[Saved data entries]
◆ ◆ ◆ ◆ ◆ ◆ ◆

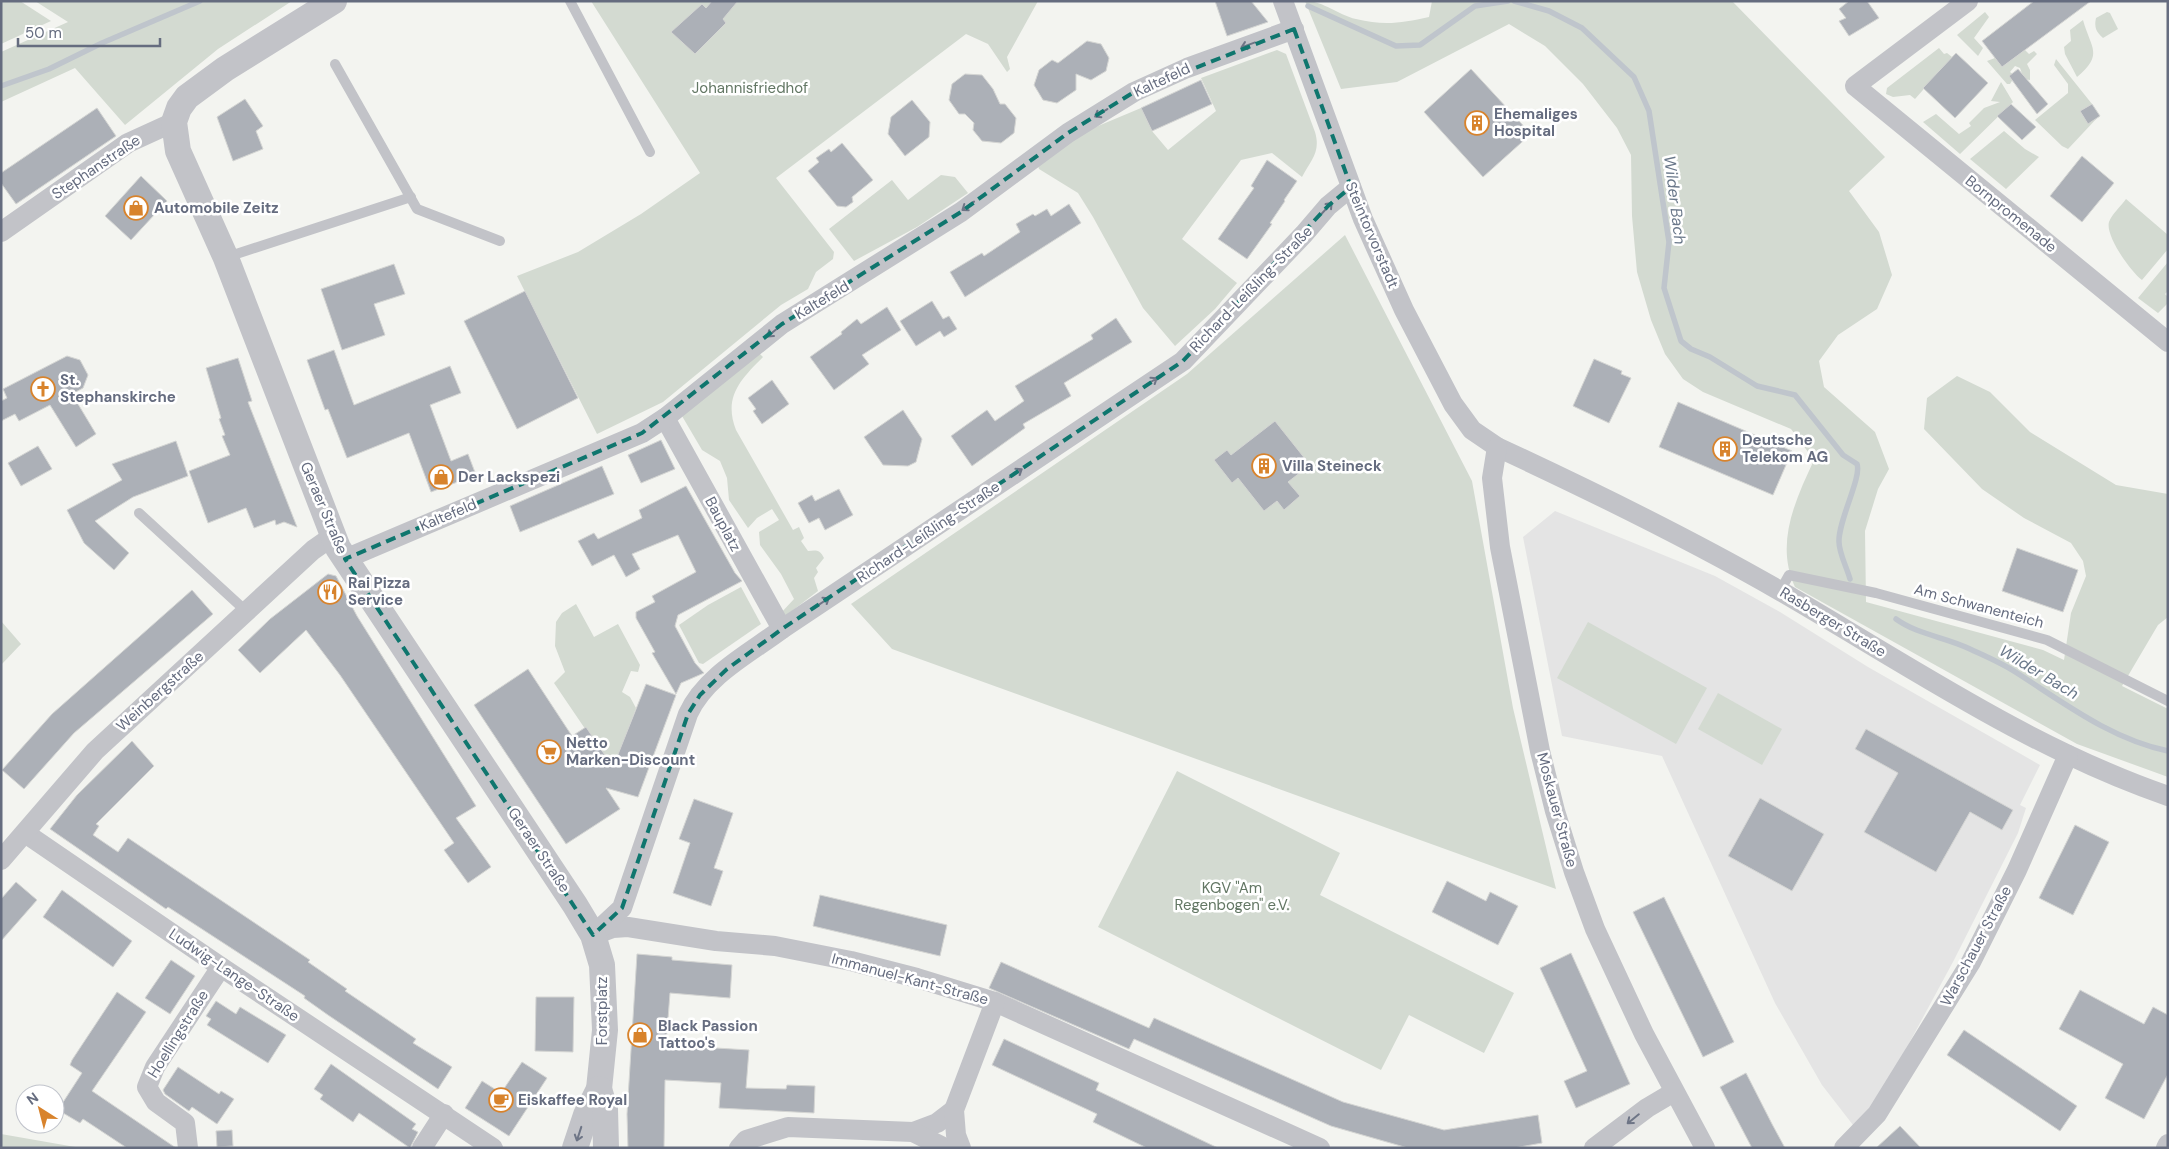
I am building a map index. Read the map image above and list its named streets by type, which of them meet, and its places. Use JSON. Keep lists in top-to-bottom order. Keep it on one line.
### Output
{"streets":{"street":["Kaltefeld","Stephanstraße","Bornpromenade","Steintorvorstadt","Richard-Leißling-Straße","Geraer Straße","Bauplatz","Rasberger Straße","Weinbergstraße","Moskauer Straße","Warschauer Straße","Ludwig-Lange-Straße","Immanuel-Kant-Straße","Forstplatz","Hoellingstraße"],"lane":["Am Schwanenteich"]},"crossings":[["Kaltefeld","Steintorvorstadt"],["Kaltefeld","Geraer Straße"],["Kaltefeld","Bauplatz"],["Stephanstraße","Geraer Straße"],["Steintorvorstadt","Richard-Leißling-Straße"],["Steintorvorstadt","Rasberger Straße"],["Steintorvorstadt","Moskauer Straße"],["Richard-Leißling-Straße","Geraer Straße"],["Richard-Leißling-Straße","Bauplatz"],["Richard-Leißling-Straße","Immanuel-Kant-Straße"],["Richard-Leißling-Straße","Forstplatz"],["Geraer Straße","Weinbergstraße"],["Geraer Straße","Immanuel-Kant-Straße"],["Geraer Straße","Forstplatz"],["Am Schwanenteich","Rasberger Straße"],["Rasberger Straße","Moskauer Straße"],["Rasberger Straße","Warschauer Straße"],["Weinbergstraße","Ludwig-Lange-Straße"],["Ludwig-Lange-Straße","Hoellingstraße"],["Immanuel-Kant-Straße","Forstplatz"]],"one_way":["Kaltefeld","Richard-Leißling-Straße"],"water":["Wilder Bach"],"parks":["Johannisfriedhof","KGV \"Am Regenbogen\" e.V."],"places":{"building":["Ehemaliges Hospital","Deutsche Telekom AG","Villa Steineck"],"shop":["Automobile Zeitz","Der Lackspezi","Black Passion Tattoo's"],"church":["St. Stephanskirche"],"restaurant":["Rai Pizza Service"],"supermarket":["Netto Marken-Discount"],"cafe":["Eiskaffee Royal"]},"scale_bar":"50 m","north":"top left"}
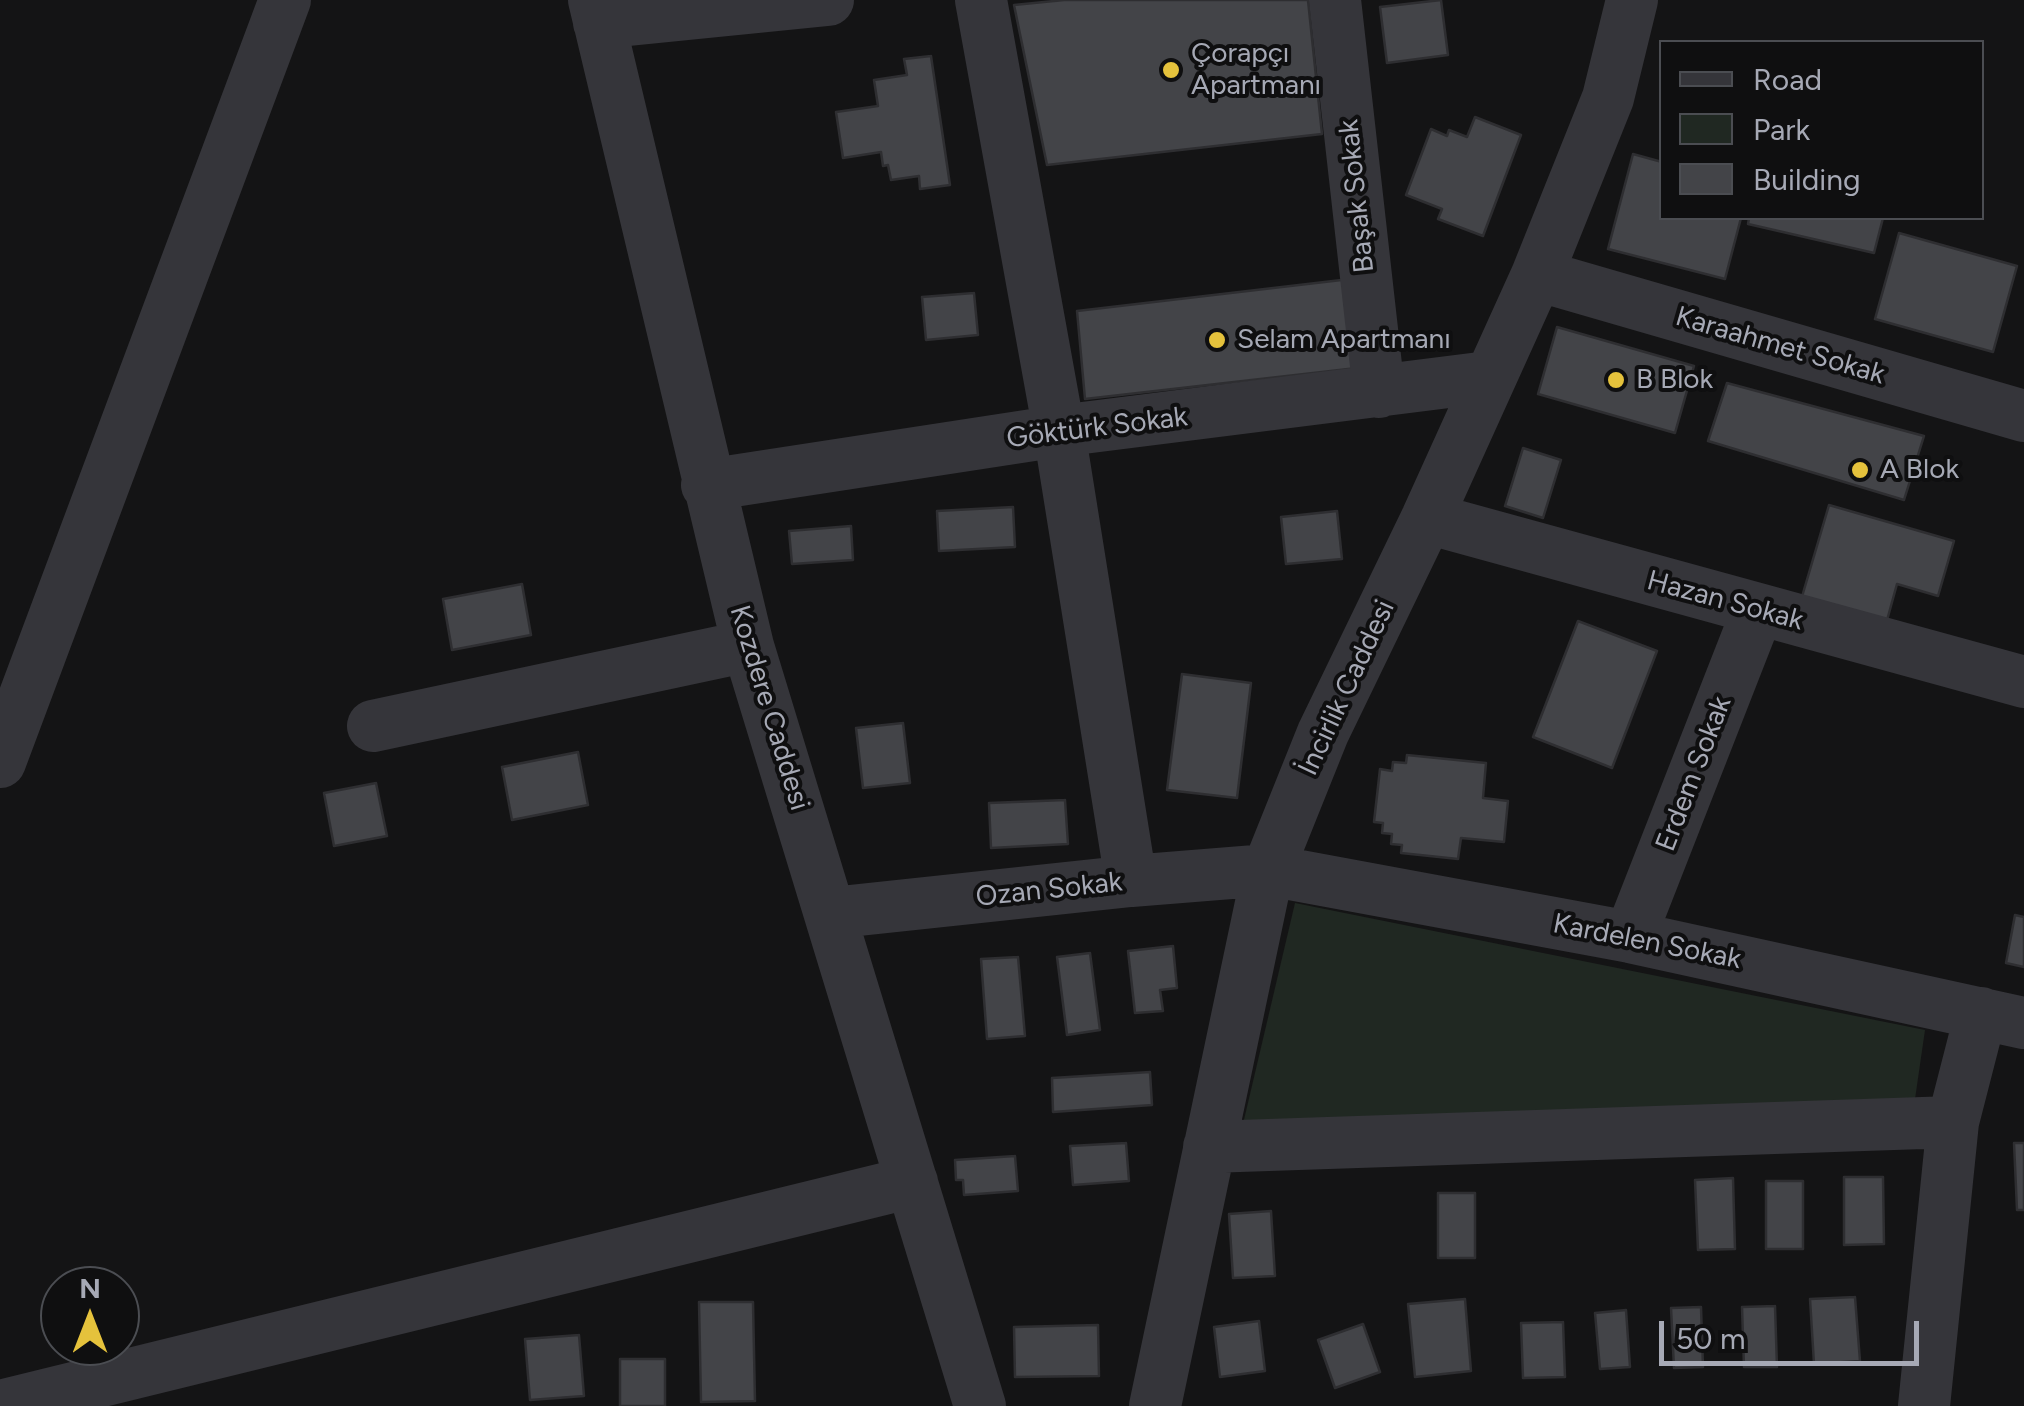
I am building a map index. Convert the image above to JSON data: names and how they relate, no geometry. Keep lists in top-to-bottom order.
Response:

◆ ◆ ◆ ◆ ◆ ◆ ◆

# WHAT THE TASK ASKS
Each entry should come back exactly as written, with its pictures omitted.

# TASK OUTPUT
I am building a map index. Read the map image above and list its named streets by type, which of them meet, and its places. Use JSON. Keep lists in top-to-bottom order. Keep it on one line.
### Output
{"streets":{"street":["Kaltefeld","Stephanstraße","Bornpromenade","Steintorvorstadt","Richard-Leißling-Straße","Geraer Straße","Bauplatz","Rasberger Straße","Weinbergstraße","Moskauer Straße","Warschauer Straße","Ludwig-Lange-Straße","Immanuel-Kant-Straße","Forstplatz","Hoellingstraße"],"lane":["Am Schwanenteich"]},"crossings":[["Kaltefeld","Steintorvorstadt"],["Kaltefeld","Geraer Straße"],["Kaltefeld","Bauplatz"],["Stephanstraße","Geraer Straße"],["Steintorvorstadt","Richard-Leißling-Straße"],["Steintorvorstadt","Rasberger Straße"],["Steintorvorstadt","Moskauer Straße"],["Richard-Leißling-Straße","Geraer Straße"],["Richard-Leißling-Straße","Bauplatz"],["Richard-Leißling-Straße","Immanuel-Kant-Straße"],["Richard-Leißling-Straße","Forstplatz"],["Geraer Straße","Weinbergstraße"],["Geraer Straße","Immanuel-Kant-Straße"],["Geraer Straße","Forstplatz"],["Am Schwanenteich","Rasberger Straße"],["Rasberger Straße","Moskauer Straße"],["Rasberger Straße","Warschauer Straße"],["Weinbergstraße","Ludwig-Lange-Straße"],["Ludwig-Lange-Straße","Hoellingstraße"],["Immanuel-Kant-Straße","Forstplatz"]],"one_way":["Kaltefeld","Richard-Leißling-Straße"],"water":["Wilder Bach"],"parks":["Johannisfriedhof","KGV \"Am Regenbogen\" e.V."],"places":{"building":["Ehemaliges Hospital","Deutsche Telekom AG","Villa Steineck"],"shop":["Automobile Zeitz","Der Lackspezi","Black Passion Tattoo's"],"church":["St. Stephanskirche"],"restaurant":["Rai Pizza Service"],"supermarket":["Netto Marken-Discount"],"cafe":["Eiskaffee Royal"]},"scale_bar":"50 m","north":"top left"}
I am building a map index. Convert the image above to JSON data: names and how they relate, no geometry. Keep lists in top-to-bottom order.
Response:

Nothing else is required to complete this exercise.